-------- Dataset records --------

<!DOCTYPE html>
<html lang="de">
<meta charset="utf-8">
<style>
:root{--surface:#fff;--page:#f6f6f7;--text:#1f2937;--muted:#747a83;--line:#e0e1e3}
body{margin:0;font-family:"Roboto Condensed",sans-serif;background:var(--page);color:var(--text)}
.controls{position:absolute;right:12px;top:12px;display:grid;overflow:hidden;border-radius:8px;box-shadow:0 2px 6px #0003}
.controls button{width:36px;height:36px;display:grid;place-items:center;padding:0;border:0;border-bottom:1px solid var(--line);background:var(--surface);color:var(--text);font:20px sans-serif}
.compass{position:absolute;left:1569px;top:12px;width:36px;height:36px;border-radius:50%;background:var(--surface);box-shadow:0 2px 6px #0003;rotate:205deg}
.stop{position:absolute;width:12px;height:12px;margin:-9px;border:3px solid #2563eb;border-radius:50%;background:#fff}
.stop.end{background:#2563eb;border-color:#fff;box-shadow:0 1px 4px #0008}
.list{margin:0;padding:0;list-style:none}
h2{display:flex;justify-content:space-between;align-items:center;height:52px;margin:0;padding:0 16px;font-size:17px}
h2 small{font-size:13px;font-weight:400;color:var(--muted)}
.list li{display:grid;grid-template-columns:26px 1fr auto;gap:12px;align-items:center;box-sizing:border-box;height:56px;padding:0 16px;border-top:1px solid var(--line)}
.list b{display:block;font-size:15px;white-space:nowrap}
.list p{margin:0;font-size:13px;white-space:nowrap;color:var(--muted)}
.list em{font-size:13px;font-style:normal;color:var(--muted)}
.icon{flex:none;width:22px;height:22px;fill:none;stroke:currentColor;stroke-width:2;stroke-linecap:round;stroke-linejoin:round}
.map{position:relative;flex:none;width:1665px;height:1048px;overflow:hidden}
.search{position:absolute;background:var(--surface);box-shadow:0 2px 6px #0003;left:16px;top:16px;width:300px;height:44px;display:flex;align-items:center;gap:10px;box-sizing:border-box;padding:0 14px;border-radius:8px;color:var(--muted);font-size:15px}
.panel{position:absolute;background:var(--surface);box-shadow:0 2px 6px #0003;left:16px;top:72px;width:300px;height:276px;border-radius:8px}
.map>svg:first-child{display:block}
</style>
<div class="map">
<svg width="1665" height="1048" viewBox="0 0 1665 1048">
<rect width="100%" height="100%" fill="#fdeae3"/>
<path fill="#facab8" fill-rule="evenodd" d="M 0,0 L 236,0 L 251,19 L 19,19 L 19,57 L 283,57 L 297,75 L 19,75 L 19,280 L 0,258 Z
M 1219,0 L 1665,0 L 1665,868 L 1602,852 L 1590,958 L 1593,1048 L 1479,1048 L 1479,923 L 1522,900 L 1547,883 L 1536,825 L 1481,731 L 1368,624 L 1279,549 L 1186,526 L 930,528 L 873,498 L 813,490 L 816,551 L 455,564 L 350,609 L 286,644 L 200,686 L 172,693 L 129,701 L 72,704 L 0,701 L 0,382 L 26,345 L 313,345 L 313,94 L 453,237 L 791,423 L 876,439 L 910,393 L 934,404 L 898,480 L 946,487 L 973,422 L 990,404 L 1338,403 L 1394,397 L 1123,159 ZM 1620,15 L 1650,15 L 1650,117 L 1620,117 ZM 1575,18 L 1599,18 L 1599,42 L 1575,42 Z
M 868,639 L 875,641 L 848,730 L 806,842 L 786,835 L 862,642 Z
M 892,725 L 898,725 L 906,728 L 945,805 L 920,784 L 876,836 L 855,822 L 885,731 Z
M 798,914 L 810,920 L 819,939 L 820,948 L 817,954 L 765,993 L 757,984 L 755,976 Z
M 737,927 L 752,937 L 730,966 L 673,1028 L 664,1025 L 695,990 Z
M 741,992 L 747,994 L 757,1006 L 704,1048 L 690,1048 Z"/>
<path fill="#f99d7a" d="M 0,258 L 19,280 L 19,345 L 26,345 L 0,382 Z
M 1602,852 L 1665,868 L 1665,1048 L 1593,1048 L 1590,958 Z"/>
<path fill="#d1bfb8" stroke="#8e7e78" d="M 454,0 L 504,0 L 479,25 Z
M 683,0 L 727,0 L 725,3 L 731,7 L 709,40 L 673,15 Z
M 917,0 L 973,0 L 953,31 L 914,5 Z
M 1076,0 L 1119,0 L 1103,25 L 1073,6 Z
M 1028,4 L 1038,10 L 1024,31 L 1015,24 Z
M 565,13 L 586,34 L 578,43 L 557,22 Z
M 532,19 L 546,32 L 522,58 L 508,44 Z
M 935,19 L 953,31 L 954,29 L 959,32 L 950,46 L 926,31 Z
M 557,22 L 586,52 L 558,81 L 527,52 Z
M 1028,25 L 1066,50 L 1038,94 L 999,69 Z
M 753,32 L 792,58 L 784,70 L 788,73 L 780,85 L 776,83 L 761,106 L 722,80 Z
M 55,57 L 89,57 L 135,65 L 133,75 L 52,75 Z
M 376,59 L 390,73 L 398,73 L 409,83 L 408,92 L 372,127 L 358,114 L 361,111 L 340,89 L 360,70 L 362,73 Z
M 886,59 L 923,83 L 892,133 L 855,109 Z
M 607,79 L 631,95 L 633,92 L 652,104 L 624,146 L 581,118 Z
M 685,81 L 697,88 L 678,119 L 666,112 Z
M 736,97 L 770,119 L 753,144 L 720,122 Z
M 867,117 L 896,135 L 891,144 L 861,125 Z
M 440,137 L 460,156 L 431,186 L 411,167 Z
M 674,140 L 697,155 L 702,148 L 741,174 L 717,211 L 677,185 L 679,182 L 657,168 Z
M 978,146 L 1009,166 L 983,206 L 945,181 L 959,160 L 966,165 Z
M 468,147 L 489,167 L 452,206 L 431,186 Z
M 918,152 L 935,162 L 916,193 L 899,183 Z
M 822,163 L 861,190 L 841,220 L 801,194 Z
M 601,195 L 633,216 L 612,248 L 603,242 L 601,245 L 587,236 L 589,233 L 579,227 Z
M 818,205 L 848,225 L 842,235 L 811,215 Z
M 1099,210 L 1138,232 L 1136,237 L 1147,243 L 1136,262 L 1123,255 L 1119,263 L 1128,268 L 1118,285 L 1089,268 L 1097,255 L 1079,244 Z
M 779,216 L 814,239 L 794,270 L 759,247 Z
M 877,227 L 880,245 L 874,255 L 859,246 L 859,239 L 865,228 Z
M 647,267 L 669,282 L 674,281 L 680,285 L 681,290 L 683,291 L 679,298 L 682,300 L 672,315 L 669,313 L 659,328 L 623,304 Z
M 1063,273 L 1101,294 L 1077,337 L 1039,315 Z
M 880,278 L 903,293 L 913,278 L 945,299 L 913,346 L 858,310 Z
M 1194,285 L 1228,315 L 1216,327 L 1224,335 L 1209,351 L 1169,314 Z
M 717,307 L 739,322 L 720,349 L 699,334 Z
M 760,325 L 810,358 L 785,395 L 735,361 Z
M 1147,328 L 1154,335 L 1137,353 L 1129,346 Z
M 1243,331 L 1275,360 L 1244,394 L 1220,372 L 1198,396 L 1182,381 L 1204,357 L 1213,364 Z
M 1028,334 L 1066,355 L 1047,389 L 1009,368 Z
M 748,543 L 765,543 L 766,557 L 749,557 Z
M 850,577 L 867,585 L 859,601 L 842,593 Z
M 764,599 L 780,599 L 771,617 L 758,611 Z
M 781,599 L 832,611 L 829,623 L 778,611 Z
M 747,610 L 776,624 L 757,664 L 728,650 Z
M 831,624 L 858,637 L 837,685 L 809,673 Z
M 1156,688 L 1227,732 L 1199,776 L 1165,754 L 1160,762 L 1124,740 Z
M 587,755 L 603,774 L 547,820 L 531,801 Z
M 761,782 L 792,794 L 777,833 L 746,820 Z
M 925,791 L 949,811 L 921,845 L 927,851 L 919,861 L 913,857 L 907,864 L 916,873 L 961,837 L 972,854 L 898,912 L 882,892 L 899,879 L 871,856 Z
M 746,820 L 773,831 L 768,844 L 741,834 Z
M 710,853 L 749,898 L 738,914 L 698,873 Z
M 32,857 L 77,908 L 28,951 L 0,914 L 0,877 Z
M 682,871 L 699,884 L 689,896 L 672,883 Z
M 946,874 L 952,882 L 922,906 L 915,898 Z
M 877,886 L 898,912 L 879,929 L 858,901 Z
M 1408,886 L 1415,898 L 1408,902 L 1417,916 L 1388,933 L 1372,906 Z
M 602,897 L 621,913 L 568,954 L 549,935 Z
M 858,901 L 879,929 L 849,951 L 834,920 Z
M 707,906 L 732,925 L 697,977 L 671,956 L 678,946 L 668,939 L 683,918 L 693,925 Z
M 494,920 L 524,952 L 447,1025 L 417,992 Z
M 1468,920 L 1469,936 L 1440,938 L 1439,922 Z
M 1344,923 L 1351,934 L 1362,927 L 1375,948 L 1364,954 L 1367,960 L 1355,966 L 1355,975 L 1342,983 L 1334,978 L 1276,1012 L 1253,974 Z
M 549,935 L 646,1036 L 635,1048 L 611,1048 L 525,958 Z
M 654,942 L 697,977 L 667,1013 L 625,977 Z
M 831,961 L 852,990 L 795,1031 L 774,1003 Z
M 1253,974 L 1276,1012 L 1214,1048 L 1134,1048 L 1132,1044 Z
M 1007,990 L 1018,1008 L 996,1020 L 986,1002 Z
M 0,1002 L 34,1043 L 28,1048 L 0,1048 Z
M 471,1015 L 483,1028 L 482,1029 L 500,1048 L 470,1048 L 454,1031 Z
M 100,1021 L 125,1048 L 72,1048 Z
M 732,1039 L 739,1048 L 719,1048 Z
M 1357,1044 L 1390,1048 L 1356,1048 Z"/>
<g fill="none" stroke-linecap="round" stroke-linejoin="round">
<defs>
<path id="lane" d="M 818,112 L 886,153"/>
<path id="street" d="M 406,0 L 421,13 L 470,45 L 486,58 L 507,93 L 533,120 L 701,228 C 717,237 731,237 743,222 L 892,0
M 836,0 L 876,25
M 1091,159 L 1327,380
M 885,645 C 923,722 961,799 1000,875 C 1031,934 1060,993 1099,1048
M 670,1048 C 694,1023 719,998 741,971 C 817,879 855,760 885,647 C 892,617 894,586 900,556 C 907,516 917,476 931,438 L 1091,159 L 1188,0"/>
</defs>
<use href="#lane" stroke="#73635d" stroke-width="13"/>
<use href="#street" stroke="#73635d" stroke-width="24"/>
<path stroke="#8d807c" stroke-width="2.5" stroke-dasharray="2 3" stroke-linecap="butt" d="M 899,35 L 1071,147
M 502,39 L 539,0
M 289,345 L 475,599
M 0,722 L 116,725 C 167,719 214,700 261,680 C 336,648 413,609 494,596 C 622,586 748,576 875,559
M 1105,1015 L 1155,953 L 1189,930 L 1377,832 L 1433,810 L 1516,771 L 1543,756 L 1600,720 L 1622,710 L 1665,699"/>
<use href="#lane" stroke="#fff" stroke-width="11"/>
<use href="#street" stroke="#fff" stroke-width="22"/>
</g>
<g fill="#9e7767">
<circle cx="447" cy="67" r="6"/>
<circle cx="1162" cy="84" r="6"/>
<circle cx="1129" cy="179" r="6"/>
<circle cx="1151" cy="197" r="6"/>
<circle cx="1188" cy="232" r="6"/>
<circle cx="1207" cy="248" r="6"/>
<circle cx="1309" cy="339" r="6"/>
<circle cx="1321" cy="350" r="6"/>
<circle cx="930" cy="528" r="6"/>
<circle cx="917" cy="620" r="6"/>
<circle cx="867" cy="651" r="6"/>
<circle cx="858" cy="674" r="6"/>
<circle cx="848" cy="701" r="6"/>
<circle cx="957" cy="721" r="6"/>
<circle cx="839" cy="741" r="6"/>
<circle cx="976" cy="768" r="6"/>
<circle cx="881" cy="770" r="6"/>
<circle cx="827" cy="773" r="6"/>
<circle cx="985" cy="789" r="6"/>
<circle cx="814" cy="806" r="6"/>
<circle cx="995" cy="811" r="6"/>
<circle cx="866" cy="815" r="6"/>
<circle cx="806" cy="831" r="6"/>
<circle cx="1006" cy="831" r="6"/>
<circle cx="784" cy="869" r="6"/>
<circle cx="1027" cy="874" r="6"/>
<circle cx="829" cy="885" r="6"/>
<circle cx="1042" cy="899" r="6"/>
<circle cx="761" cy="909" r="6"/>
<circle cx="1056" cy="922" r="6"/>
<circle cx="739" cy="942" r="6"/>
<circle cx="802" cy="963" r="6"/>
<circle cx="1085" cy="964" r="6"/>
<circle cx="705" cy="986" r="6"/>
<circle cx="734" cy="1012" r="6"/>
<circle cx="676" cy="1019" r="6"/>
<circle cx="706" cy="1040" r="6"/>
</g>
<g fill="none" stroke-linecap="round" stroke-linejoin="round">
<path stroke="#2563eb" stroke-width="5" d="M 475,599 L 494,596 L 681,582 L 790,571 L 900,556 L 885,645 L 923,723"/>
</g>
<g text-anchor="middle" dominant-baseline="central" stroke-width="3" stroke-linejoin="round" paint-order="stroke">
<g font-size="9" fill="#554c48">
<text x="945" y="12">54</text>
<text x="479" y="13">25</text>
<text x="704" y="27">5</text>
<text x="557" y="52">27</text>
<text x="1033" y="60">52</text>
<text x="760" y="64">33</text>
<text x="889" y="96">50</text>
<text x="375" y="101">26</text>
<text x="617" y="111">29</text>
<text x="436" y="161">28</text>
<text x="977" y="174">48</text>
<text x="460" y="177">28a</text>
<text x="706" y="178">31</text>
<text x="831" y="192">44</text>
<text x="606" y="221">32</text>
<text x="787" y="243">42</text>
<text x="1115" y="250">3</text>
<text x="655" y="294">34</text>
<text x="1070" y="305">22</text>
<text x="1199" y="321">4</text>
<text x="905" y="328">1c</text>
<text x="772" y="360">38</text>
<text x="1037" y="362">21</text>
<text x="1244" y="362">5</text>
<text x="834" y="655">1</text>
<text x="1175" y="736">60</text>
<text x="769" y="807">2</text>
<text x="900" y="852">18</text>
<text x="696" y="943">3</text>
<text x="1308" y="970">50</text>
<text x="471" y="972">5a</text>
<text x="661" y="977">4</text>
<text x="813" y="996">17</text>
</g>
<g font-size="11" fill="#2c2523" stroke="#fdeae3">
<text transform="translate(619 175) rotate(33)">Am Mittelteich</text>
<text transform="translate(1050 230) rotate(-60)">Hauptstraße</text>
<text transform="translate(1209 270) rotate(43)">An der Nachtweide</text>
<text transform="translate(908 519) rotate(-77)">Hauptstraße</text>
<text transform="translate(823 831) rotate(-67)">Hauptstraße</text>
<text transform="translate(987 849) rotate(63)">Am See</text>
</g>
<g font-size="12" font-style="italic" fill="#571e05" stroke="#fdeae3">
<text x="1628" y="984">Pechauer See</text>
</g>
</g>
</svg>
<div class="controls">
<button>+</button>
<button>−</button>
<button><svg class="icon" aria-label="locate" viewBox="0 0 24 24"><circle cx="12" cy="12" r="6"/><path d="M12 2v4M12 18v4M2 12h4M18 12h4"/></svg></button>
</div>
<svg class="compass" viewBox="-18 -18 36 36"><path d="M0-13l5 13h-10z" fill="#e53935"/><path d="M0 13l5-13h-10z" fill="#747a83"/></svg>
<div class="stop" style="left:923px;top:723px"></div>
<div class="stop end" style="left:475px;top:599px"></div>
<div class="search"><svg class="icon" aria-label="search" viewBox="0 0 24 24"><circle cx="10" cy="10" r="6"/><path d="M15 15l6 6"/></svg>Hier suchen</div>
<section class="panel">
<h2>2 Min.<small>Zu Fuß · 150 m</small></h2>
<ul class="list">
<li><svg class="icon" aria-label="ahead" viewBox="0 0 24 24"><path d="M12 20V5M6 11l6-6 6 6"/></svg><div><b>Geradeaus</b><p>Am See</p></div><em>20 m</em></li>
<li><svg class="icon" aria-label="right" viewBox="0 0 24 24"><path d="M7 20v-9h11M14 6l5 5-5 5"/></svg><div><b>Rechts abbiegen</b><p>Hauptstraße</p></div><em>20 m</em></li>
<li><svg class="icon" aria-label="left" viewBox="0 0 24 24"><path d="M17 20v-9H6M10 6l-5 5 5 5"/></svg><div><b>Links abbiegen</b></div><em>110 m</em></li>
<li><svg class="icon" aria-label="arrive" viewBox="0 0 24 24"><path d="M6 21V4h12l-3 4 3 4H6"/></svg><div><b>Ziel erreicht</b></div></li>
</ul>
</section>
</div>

--------

### Task requirements
Across the data, find each line that has "white" in it and copy that line.

### Written response
.list b{display:block;font-size:15px;white-space:nowrap}
.list p{margin:0;font-size:13px;white-space:nowrap;color:var(--muted)}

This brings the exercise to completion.